REQUIRED ACTION
Search the data for the word "canvas" and copy every line where it occurs.

INPUT DATA
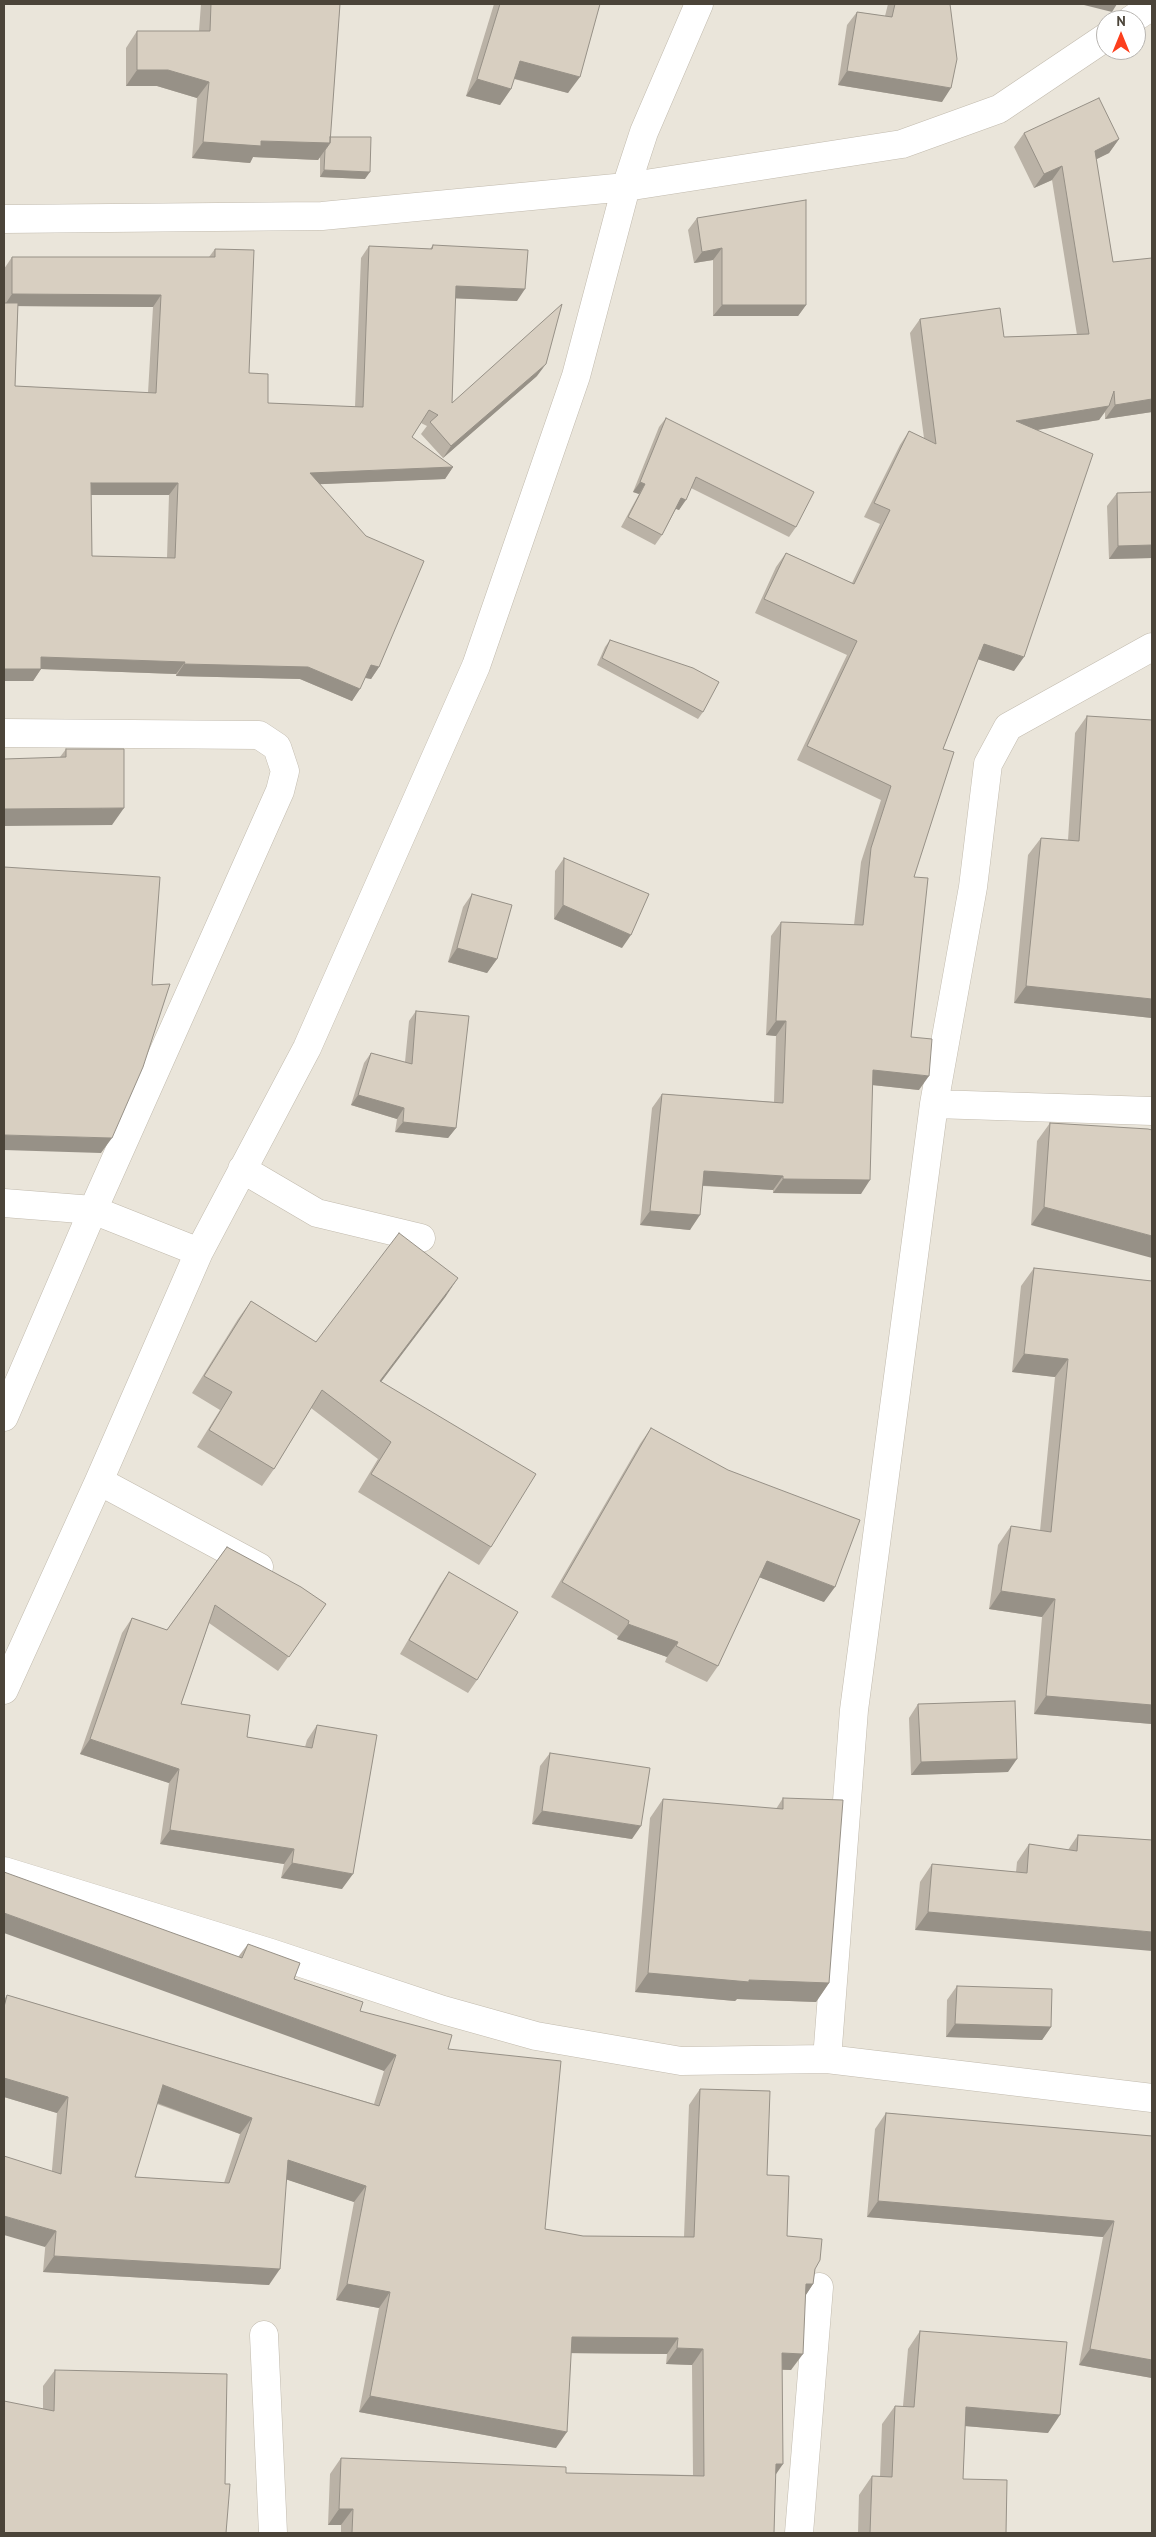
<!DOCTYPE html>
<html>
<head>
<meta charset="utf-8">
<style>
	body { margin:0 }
	#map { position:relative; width:1156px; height:2537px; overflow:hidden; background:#f6f3ec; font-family:"PT Sans",sans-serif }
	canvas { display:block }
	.frame { position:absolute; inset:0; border:5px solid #4b4439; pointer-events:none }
	.north { position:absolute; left:1096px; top:10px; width:50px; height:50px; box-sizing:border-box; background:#fff; border:1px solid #b7b4b0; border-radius:50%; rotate:0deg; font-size:14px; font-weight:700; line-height:20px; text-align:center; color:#4b4439 }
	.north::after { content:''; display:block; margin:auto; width:18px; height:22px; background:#fc3f1d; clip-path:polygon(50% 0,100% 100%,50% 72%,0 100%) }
</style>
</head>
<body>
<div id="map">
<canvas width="1156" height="2537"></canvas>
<div class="frame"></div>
<div class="north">N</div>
</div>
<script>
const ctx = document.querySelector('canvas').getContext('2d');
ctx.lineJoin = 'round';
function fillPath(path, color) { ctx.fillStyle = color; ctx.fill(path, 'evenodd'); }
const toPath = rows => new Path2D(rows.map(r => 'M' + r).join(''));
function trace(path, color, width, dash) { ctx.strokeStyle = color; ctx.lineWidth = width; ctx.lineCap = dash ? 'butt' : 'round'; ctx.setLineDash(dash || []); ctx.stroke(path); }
fillPath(toPath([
	[4,4,1152,4,1152,2533,4,2533],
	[1106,20,1136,20,1136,50,1106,50]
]), '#eae5da');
const minor = toPath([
	[1131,20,1152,6],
	[4,219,322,216,626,187,902,144,999,109,1106,37],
	[4,733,259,735,277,747,285,771,280,791,93,1210,4,1417],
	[934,1104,1152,1111],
	[242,1169,317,1213,421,1238],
	[4,1203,93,1210,199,1252],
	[99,1481,259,1567],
	[4,1690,99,1481,199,1252,307,1048,476,666,576,376,626,187,644,132,699,4],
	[4,1871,271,1953,443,2010,536,2036,681,2061,827,2059,1152,2098],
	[827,2059,854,1710,934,1104,973,887,988,764,1008,727,1152,647],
	[264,2335,273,2533],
	[799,2533,819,2287]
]);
trace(minor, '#c2bbae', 29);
trace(minor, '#fff', 28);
fillPath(toPath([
	[201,4,340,4,330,137,365,179,320,177,320,157,318,160,253,157,250,163,192,158,197,98,157,86,126,86,126,48,137,31,199,31],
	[494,4,600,4,568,93,514,79,511,89,500,105,466,96],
	[888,4,950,4,942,102,838,85,847,25,857,12,885,16],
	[1024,133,1119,139,1109,153,1096,159,1113,262,1152,412,1105,419,1105,412,1099,420,1037,430,1014,671,978,659,943,749,914,877,911,1037,919,1090,872,1085,861,1194,773,1193,773,1190,703,1186,690,1230,640,1225,652,1108,662,1094,774,1102,776,1036,766,1035,771,936,781,922,854,925,861,862,881,800,797,760,847,655,755,613,776,567,786,553,852,583,880,524,864,517,900,445,909,431,924,438,910,333,920,319,1004,337,1077,335,1052,180,1034,188,1014,147],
	[697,218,806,305,798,316,713,316,713,260,694,263,688,230],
	[433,245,517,301,455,298,452,403,537,376,443,458,421,434,427,426,421,423,412,437,453,467,445,479,320,484,379,667,371,679,365,678,352,701,300,679,176,676,176,674,41,669,33,681,4,681,4,269,12,257,209,257,215,249,249,373,268,403,355,407,361,258,369,246,430,249],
	[18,306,153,307,148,393,15,386],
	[91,495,169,495,167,558,92,556],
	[666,418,796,527,789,537,691,488,679,510,676,509,662,535,655,545,621,527,639,494,633,492,659,427],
	[1152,492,1152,558,1109,559,1107,506,1117,493],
	[610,640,703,712,698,719,597,665,605,647],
	[1087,716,1152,1018,1014,1003,1028,855,1041,838,1068,840,1075,733],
	[66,749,112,825,60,757],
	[564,858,622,948,554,919,555,871],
	[472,894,497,959,487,973,448,962,463,907],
	[416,1011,456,1128,448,1138,395,1132,397,1119,351,1105,364,1063,371,1053,405,1062,409,1021],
	[1050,1123,1152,1130,1031,1225,1037,1141],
	[1034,1268,1152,1281,1152,1724,1034,1714,1042,1617,989,1609,998,1545,1011,1526,1040,1531,1055,1377,1012,1372,1021,1286],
	[446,1296,381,1382,491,1547,479,1565,358,1492,378,1459,311,1408,274,1469,262,1486,197,1447,220,1410,192,1393,238,1319,251,1301,316,1342],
	[651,1428,824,1602,759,1577,718,1666,707,1682,665,1662,667,1657,617,1639,618,1636,551,1597,640,1444],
	[227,1547,326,1604,278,1671,209,1623,181,1704,247,1737,305,1747,307,1740,317,1725,342,1889,281,1878,284,1864,160,1844,169,1783,80,1754,122,1633,132,1618,167,1630],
	[449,1572,477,1680,468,1693,400,1654,440,1585],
	[918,1704,1008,1772,911,1775,909,1718],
	[550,1753,632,1839,532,1824,540,1766],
	[783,1798,829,1983,816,2002,737,1999,735,2001,635,1992,650,1818,663,1799,776,1809],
	[1078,1835,1152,1840,915,1930,920,1882,932,1864,1016,1872,1017,1862,1029,1844,1068,1850],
	[248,1944,294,1979,360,2011,448,2049,545,2229,583,2236,684,2237,689,2105,700,2089,767,2175,787,2236,815,2269,813,2284,805,2296,791,2370,782,2370,775,2474,774,2533,341,2533,341,2525,328,2525,330,2474,341,2458,566,2473,693,2475,692,2365,666,2364,667,2354,571,2353,556,2448,359,2412,379,2308,336,2300,354,2202,286,2179,269,2285,43,2272,57,2113,4,2097,4,2000,7,1995,374,2104,384,2071,238,1957],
	[157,2104,240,2134,224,2183,135,2177],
	[957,1986,1051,2027,1042,2040,946,2037,947,2000],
	[886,2113,1152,2136,1152,2378,1079,2365,1103,2237,867,2217,875,2129],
	[920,2331,1048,2433,965,2426,963,2479,1006,2533,858,2533,859,2495,872,2476,880,2477,882,2424,895,2406,903,2406,908,2349],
	[55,2370,225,2484,43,2409,43,2386]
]), '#bab2a6');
fillPath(toPath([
	[1080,4,1117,4,1112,12],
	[520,61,580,77,568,93,508,77],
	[137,70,168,70,209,82,197,98,157,86,126,86],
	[847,71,951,88,942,102,838,85],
	[477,79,511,89,500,105,466,96],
	[1119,139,1109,153,1085,165,1095,151],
	[261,141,330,143,318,160,253,157,250,163,192,158,203,142],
	[1062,166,1052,180,1034,188,1044,174],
	[324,170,370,172,365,179,320,177],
	[722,248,713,260,694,263,702,252],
	[456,286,525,289,517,301,447,298],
	[12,294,161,295,153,307,4,306],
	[722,305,806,305,798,316,713,316],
	[546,364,537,376,443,458,451,446],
	[1152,399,1152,412,1105,419,1115,405],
	[1109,406,1099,420,1006,435,1016,421],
	[453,467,445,479,301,485,310,473],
	[640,482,645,484,639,494,633,492],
	[91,483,178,483,169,495,82,495],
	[681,498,686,500,679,510,674,508],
	[1152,545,1152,558,1109,559,1118,546],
	[984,644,1024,657,1014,671,974,658],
	[41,657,185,662,176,674,41,669,33,681,4,681,4,669],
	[184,664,308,667,360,689,352,701,300,679,176,676],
	[371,665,379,667,371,679,362,677],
	[124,808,112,825,4,826,4,809],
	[563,905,631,935,622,948,554,919],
	[457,948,497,959,487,973,448,962],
	[1026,986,1152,999,1152,1018,1014,1003],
	[776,1021,786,1021,776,1036,766,1035],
	[873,1070,929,1076,919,1090,863,1084],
	[358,1095,404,1108,397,1119,351,1105],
	[403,1122,456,1128,448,1138,395,1132],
	[4,1135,112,1138,101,1153,4,1150],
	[704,1171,783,1176,773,1190,694,1185],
	[783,1179,870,1180,861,1194,773,1193],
	[1044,1207,1152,1236,1152,1258,1031,1225],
	[650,1211,700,1215,690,1230,640,1225],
	[458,1278,446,1296,368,1399,380,1381],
	[1024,1354,1068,1359,1055,1377,1012,1372],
	[767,1561,835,1587,824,1602,756,1576],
	[1001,1591,1055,1599,1042,1617,989,1609],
	[628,1624,678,1642,667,1657,617,1639],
	[1046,1696,1152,1705,1152,1724,1034,1714],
	[90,1739,179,1769,169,1783,80,1754],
	[1017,1759,1008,1772,911,1775,921,1762],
	[542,1811,641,1826,632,1839,532,1824],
	[170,1830,294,1849,284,1864,160,1844],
	[292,1863,353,1874,342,1889,281,1878],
	[928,1912,1152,1932,1152,1951,915,1930],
	[4,1913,396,2055,384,2071,4,1933],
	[648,1973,749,1980,829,1983,816,2002,737,1999,735,2001,635,1992],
	[955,2024,1051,2027,1042,2040,946,2037],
	[4,2078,68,2097,57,2113,4,2097],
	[163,2085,252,2118,240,2134,152,2101],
	[288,2160,366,2186,354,2202,276,2176],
	[878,2201,1114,2221,1103,2237,867,2217],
	[4,2216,56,2231,45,2247,4,2235],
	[54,2256,280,2269,269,2285,43,2272],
	[347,2284,390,2292,379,2308,336,2300],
	[806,2284,813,2284,802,2301],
	[572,2337,678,2338,667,2354,560,2353],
	[677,2348,703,2349,692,2365,666,2364],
	[1090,2349,1152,2360,1152,2378,1079,2365],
	[782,2353,803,2354,791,2370,770,2369],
	[370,2396,567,2432,556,2448,359,2412],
	[966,2407,1060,2415,1048,2433,953,2425],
	[776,2464,783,2464,772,2480],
	[339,2509,353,2509,341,2525,328,2525]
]), '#979187');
const building = toPath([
	[211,4,340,4,330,143,261,141,261,146,203,142,209,82,168,70,137,70,137,31,210,31,211,4],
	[500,4,600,4,580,77,520,61,511,89,477,79,500,4],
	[895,4,950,4,957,59,951,88,847,71,857,12,892,17,895,4],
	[1099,98,1119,139,1095,151,1113,262,1152,258,1152,399,1115,405,1114,391,1109,406,1016,421,1093,454,1024,657,984,644,943,749,954,752,914,877,928,878,911,1037,932,1039,929,1076,873,1070,870,1180,783,1179,783,1176,704,1171,700,1215,650,1211,662,1094,783,1103,786,1021,776,1021,781,922,863,925,871,848,891,786,807,746,857,641,764,599,786,553,854,584,890,510,874,503,909,431,936,444,920,319,1000,308,1004,337,1089,334,1062,166,1044,174,1024,133,1099,98],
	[330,137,371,137,370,172,324,170,325,150,330,143,330,137],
	[806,200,806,305,722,305,722,248,702,252,697,218,806,200],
	[433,245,528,250,525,289,456,286,452,403,562,304,546,364,451,446,430,422,438,415,429,410,412,437,453,467,310,473,366,536,424,561,379,667,371,665,360,689,308,667,184,664,185,662,41,657,41,669,4,669,4,303,18,303,15,386,156,393,161,295,12,294,12,257,215,257,215,249,254,250,249,373,268,374,268,403,363,407,369,246,432,249,433,245],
	[91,483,178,483,175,558,92,556,91,483],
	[666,418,814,492,796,527,696,477,686,500,681,498,662,535,628,517,645,484,640,482,666,418],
	[1152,492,1152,545,1118,546,1117,493,1152,492],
	[610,640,693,668,719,682,703,712,602,658,610,640],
	[1087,716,1152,720,1152,999,1026,986,1041,838,1079,841,1087,716],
	[66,749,124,749,124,808,4,809,4,759,66,757,66,749],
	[564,858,649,894,631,935,563,905,564,858],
	[4,867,160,877,152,985,170,984,143,1067,112,1138,4,1135,4,867],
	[472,894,512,905,497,959,457,948,472,894],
	[416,1011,469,1016,456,1128,403,1122,404,1108,358,1095,371,1053,412,1064,416,1011],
	[1050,1123,1148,1129,1152,1130,1152,1236,1044,1207,1050,1123],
	[399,1233,458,1278,380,1381,536,1474,491,1547,371,1474,391,1442,322,1390,274,1469,209,1430,232,1392,204,1376,251,1301,316,1342,399,1233],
	[1034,1268,1152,1281,1152,1705,1046,1696,1055,1599,1001,1591,1011,1526,1051,1532,1068,1359,1024,1354,1034,1268],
	[651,1428,728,1470,860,1520,835,1587,767,1561,718,1666,676,1646,678,1642,628,1624,629,1621,562,1582,651,1428],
	[227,1547,301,1587,326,1604,289,1657,215,1605,181,1704,250,1715,247,1737,312,1748,317,1725,377,1735,353,1874,292,1863,294,1849,170,1830,179,1769,90,1739,132,1618,167,1630,227,1547],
	[449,1572,518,1612,477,1680,409,1640,449,1572],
	[1015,1701,1017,1759,921,1762,918,1704,1015,1701],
	[550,1753,650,1768,641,1826,542,1811,550,1753],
	[783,1798,843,1800,829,1983,749,1980,749,1982,648,1973,663,1799,783,1809,783,1798],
	[1078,1835,1152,1840,1152,1932,928,1912,932,1864,1027,1873,1029,1844,1077,1851,1078,1835],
	[4,1872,242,1958,248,1944,300,1963,294,1979,363,2002,360,2011,452,2035,448,2049,561,2061,545,2229,583,2236,694,2237,700,2089,770,2091,767,2175,789,2176,787,2236,822,2239,820,2260,815,2269,813,2284,806,2284,803,2354,782,2353,783,2464,776,2464,774,2533,352,2533,353,2509,339,2509,341,2458,566,2467,566,2473,704,2476,703,2349,677,2348,678,2338,572,2337,567,2432,370,2396,390,2292,347,2284,366,2186,288,2160,280,2269,54,2256,56,2231,4,2216,4,2156,61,2174,68,2097,4,2078,4,2007,7,1995,379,2106,396,2055,4,1913,4,1872],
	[163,2085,252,2118,229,2183,135,2177,163,2085],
	[957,1986,1052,1989,1051,2027,955,2024,957,1986],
	[886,2113,1152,2136,1152,2360,1090,2349,1114,2221,878,2201,886,2113],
	[920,2331,1067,2342,1060,2415,966,2407,963,2479,1007,2480,1006,2533,870,2533,872,2476,892,2477,895,2406,914,2407,920,2331],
	[55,2370,227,2374,225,2484,230,2484,226,2533,4,2533,4,2401,54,2411,55,2370]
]);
fillPath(building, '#d8cfc1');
trace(building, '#979187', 1);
</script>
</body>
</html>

EXERCISE OUTPUT
	canvas { display:block }
<canvas width="1156" height="2537"></canvas>
const ctx = document.querySelector('canvas').getContext('2d');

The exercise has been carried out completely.